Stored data

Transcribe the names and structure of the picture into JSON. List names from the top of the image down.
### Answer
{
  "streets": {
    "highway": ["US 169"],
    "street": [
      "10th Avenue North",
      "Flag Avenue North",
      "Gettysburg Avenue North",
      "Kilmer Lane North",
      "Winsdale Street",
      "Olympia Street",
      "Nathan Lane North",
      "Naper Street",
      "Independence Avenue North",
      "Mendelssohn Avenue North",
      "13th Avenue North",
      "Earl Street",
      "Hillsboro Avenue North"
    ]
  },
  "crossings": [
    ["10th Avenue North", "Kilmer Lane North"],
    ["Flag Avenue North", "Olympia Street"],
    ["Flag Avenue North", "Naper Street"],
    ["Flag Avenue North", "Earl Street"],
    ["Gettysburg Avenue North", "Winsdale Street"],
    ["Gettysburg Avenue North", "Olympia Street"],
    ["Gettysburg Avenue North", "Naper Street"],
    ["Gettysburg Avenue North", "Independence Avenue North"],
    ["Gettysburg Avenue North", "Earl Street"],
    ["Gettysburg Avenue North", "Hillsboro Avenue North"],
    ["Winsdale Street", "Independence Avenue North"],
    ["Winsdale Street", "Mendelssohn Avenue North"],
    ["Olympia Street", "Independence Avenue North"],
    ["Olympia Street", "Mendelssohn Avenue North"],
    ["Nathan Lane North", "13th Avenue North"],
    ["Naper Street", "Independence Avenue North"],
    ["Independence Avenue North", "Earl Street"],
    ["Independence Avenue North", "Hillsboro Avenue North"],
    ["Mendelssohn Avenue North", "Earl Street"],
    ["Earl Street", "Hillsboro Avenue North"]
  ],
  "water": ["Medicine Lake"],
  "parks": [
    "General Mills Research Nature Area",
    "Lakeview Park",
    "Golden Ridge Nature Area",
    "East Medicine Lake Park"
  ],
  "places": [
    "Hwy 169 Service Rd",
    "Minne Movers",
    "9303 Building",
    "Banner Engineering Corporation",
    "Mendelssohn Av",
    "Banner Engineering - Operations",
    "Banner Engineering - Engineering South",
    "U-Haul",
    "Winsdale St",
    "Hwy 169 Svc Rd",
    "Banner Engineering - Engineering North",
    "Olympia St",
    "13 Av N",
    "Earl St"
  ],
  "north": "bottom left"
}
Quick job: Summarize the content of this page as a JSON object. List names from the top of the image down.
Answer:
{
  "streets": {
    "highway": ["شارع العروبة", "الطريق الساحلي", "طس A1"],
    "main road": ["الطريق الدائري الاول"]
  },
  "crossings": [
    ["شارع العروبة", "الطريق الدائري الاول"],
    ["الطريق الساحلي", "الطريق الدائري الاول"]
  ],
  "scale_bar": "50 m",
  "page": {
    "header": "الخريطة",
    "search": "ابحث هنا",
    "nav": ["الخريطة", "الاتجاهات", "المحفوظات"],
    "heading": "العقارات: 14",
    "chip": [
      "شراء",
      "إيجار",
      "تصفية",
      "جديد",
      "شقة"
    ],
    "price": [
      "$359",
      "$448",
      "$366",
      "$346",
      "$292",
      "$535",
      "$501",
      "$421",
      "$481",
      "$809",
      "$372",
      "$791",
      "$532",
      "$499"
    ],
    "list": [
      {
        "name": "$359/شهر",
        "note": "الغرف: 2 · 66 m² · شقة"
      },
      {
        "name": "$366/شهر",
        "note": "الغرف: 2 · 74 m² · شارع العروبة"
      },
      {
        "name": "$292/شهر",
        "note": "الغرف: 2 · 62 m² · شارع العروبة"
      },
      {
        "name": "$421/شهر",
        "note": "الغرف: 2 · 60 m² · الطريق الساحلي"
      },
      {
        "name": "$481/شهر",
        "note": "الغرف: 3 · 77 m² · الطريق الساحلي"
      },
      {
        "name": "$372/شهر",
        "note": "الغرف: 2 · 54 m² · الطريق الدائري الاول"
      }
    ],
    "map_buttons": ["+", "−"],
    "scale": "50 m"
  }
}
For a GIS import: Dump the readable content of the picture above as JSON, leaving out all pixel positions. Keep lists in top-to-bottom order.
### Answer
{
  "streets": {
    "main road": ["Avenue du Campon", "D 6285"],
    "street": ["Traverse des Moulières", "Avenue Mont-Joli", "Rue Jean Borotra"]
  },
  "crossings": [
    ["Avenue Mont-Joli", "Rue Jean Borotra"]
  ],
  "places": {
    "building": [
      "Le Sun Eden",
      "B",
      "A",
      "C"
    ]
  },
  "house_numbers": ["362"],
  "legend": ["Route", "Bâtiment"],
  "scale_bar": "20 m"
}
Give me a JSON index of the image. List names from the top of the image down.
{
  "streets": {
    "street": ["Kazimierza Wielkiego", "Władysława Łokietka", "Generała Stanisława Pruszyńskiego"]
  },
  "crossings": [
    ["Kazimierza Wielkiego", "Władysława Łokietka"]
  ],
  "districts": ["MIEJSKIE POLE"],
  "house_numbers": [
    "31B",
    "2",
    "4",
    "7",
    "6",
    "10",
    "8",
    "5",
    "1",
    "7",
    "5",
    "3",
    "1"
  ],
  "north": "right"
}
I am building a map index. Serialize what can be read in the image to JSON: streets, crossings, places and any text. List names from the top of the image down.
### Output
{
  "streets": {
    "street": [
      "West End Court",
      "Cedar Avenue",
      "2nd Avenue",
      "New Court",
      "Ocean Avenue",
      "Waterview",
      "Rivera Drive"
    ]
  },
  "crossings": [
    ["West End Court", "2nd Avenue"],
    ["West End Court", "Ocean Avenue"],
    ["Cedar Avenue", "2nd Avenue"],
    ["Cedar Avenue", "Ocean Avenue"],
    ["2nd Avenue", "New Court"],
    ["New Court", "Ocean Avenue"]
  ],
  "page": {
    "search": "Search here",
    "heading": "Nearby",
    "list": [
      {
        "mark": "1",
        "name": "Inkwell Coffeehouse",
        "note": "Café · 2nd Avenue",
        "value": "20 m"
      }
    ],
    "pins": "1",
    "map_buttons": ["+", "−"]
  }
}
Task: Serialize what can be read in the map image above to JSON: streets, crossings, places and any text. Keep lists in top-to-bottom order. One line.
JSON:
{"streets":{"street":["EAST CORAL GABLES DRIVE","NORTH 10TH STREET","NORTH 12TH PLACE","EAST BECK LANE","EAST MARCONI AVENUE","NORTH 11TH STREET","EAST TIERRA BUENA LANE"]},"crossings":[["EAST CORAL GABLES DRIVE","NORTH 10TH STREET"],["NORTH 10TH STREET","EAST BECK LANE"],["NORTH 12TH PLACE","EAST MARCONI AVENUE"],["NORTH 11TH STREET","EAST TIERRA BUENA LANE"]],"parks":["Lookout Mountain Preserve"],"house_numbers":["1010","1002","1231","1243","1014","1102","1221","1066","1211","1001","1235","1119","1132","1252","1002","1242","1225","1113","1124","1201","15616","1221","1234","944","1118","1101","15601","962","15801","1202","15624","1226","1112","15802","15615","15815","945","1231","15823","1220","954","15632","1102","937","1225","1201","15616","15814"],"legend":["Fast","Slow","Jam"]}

## PROBLEM
Reproduce the records above in full, without altering a single character.

## RESPONSE BOX
Transcribe the names and structure of the picture into JSON. List names from the top of the image down.
### Answer
{
  "streets": {
    "highway": ["US 169"],
    "street": [
      "10th Avenue North",
      "Flag Avenue North",
      "Gettysburg Avenue North",
      "Kilmer Lane North",
      "Winsdale Street",
      "Olympia Street",
      "Nathan Lane North",
      "Naper Street",
      "Independence Avenue North",
      "Mendelssohn Avenue North",
      "13th Avenue North",
      "Earl Street",
      "Hillsboro Avenue North"
    ]
  },
  "crossings": [
    ["10th Avenue North", "Kilmer Lane North"],
    ["Flag Avenue North", "Olympia Street"],
    ["Flag Avenue North", "Naper Street"],
    ["Flag Avenue North", "Earl Street"],
    ["Gettysburg Avenue North", "Winsdale Street"],
    ["Gettysburg Avenue North", "Olympia Street"],
    ["Gettysburg Avenue North", "Naper Street"],
    ["Gettysburg Avenue North", "Independence Avenue North"],
    ["Gettysburg Avenue North", "Earl Street"],
    ["Gettysburg Avenue North", "Hillsboro Avenue North"],
    ["Winsdale Street", "Independence Avenue North"],
    ["Winsdale Street", "Mendelssohn Avenue North"],
    ["Olympia Street", "Independence Avenue North"],
    ["Olympia Street", "Mendelssohn Avenue North"],
    ["Nathan Lane North", "13th Avenue North"],
    ["Naper Street", "Independence Avenue North"],
    ["Independence Avenue North", "Earl Street"],
    ["Independence Avenue North", "Hillsboro Avenue North"],
    ["Mendelssohn Avenue North", "Earl Street"],
    ["Earl Street", "Hillsboro Avenue North"]
  ],
  "water": ["Medicine Lake"],
  "parks": [
    "General Mills Research Nature Area",
    "Lakeview Park",
    "Golden Ridge Nature Area",
    "East Medicine Lake Park"
  ],
  "places": [
    "Hwy 169 Service Rd",
    "Minne Movers",
    "9303 Building",
    "Banner Engineering Corporation",
    "Mendelssohn Av",
    "Banner Engineering - Operations",
    "Banner Engineering - Engineering South",
    "U-Haul",
    "Winsdale St",
    "Hwy 169 Svc Rd",
    "Banner Engineering - Engineering North",
    "Olympia St",
    "13 Av N",
    "Earl St"
  ],
  "north": "bottom left"
}
Quick job: Summarize the content of this page as a JSON object. List names from the top of the image down.
Answer:
{
  "streets": {
    "highway": ["شارع العروبة", "الطريق الساحلي", "طس A1"],
    "main road": ["الطريق الدائري الاول"]
  },
  "crossings": [
    ["شارع العروبة", "الطريق الدائري الاول"],
    ["الطريق الساحلي", "الطريق الدائري الاول"]
  ],
  "scale_bar": "50 m",
  "page": {
    "header": "الخريطة",
    "search": "ابحث هنا",
    "nav": ["الخريطة", "الاتجاهات", "المحفوظات"],
    "heading": "العقارات: 14",
    "chip": [
      "شراء",
      "إيجار",
      "تصفية",
      "جديد",
      "شقة"
    ],
    "price": [
      "$359",
      "$448",
      "$366",
      "$346",
      "$292",
      "$535",
      "$501",
      "$421",
      "$481",
      "$809",
      "$372",
      "$791",
      "$532",
      "$499"
    ],
    "list": [
      {
        "name": "$359/شهر",
        "note": "الغرف: 2 · 66 m² · شقة"
      },
      {
        "name": "$366/شهر",
        "note": "الغرف: 2 · 74 m² · شارع العروبة"
      },
      {
        "name": "$292/شهر",
        "note": "الغرف: 2 · 62 m² · شارع العروبة"
      },
      {
        "name": "$421/شهر",
        "note": "الغرف: 2 · 60 m² · الطريق الساحلي"
      },
      {
        "name": "$481/شهر",
        "note": "الغرف: 3 · 77 m² · الطريق الساحلي"
      },
      {
        "name": "$372/شهر",
        "note": "الغرف: 2 · 54 m² · الطريق الدائري الاول"
      }
    ],
    "map_buttons": ["+", "−"],
    "scale": "50 m"
  }
}
For a GIS import: Dump the readable content of the picture above as JSON, leaving out all pixel positions. Keep lists in top-to-bottom order.
### Answer
{
  "streets": {
    "main road": ["Avenue du Campon", "D 6285"],
    "street": ["Traverse des Moulières", "Avenue Mont-Joli", "Rue Jean Borotra"]
  },
  "crossings": [
    ["Avenue Mont-Joli", "Rue Jean Borotra"]
  ],
  "places": {
    "building": [
      "Le Sun Eden",
      "B",
      "A",
      "C"
    ]
  },
  "house_numbers": ["362"],
  "legend": ["Route", "Bâtiment"],
  "scale_bar": "20 m"
}
Give me a JSON index of the image. List names from the top of the image down.
{
  "streets": {
    "street": ["Kazimierza Wielkiego", "Władysława Łokietka", "Generała Stanisława Pruszyńskiego"]
  },
  "crossings": [
    ["Kazimierza Wielkiego", "Władysława Łokietka"]
  ],
  "districts": ["MIEJSKIE POLE"],
  "house_numbers": [
    "31B",
    "2",
    "4",
    "7",
    "6",
    "10",
    "8",
    "5",
    "1",
    "7",
    "5",
    "3",
    "1"
  ],
  "north": "right"
}
I am building a map index. Serialize what can be read in the image to JSON: streets, crossings, places and any text. List names from the top of the image down.
### Output
{
  "streets": {
    "street": [
      "West End Court",
      "Cedar Avenue",
      "2nd Avenue",
      "New Court",
      "Ocean Avenue",
      "Waterview",
      "Rivera Drive"
    ]
  },
  "crossings": [
    ["West End Court", "2nd Avenue"],
    ["West End Court", "Ocean Avenue"],
    ["Cedar Avenue", "2nd Avenue"],
    ["Cedar Avenue", "Ocean Avenue"],
    ["2nd Avenue", "New Court"],
    ["New Court", "Ocean Avenue"]
  ],
  "page": {
    "search": "Search here",
    "heading": "Nearby",
    "list": [
      {
        "mark": "1",
        "name": "Inkwell Coffeehouse",
        "note": "Café · 2nd Avenue",
        "value": "20 m"
      }
    ],
    "pins": "1",
    "map_buttons": ["+", "−"]
  }
}
Task: Serialize what can be read in the map image above to JSON: streets, crossings, places and any text. Keep lists in top-to-bottom order. One line.
JSON:
{"streets":{"street":["EAST CORAL GABLES DRIVE","NORTH 10TH STREET","NORTH 12TH PLACE","EAST BECK LANE","EAST MARCONI AVENUE","NORTH 11TH STREET","EAST TIERRA BUENA LANE"]},"crossings":[["EAST CORAL GABLES DRIVE","NORTH 10TH STREET"],["NORTH 10TH STREET","EAST BECK LANE"],["NORTH 12TH PLACE","EAST MARCONI AVENUE"],["NORTH 11TH STREET","EAST TIERRA BUENA LANE"]],"parks":["Lookout Mountain Preserve"],"house_numbers":["1010","1002","1231","1243","1014","1102","1221","1066","1211","1001","1235","1119","1132","1252","1002","1242","1225","1113","1124","1201","15616","1221","1234","944","1118","1101","15601","962","15801","1202","15624","1226","1112","15802","15615","15815","945","1231","15823","1220","954","15632","1102","937","1225","1201","15616","15814"],"legend":["Fast","Slow","Jam"]}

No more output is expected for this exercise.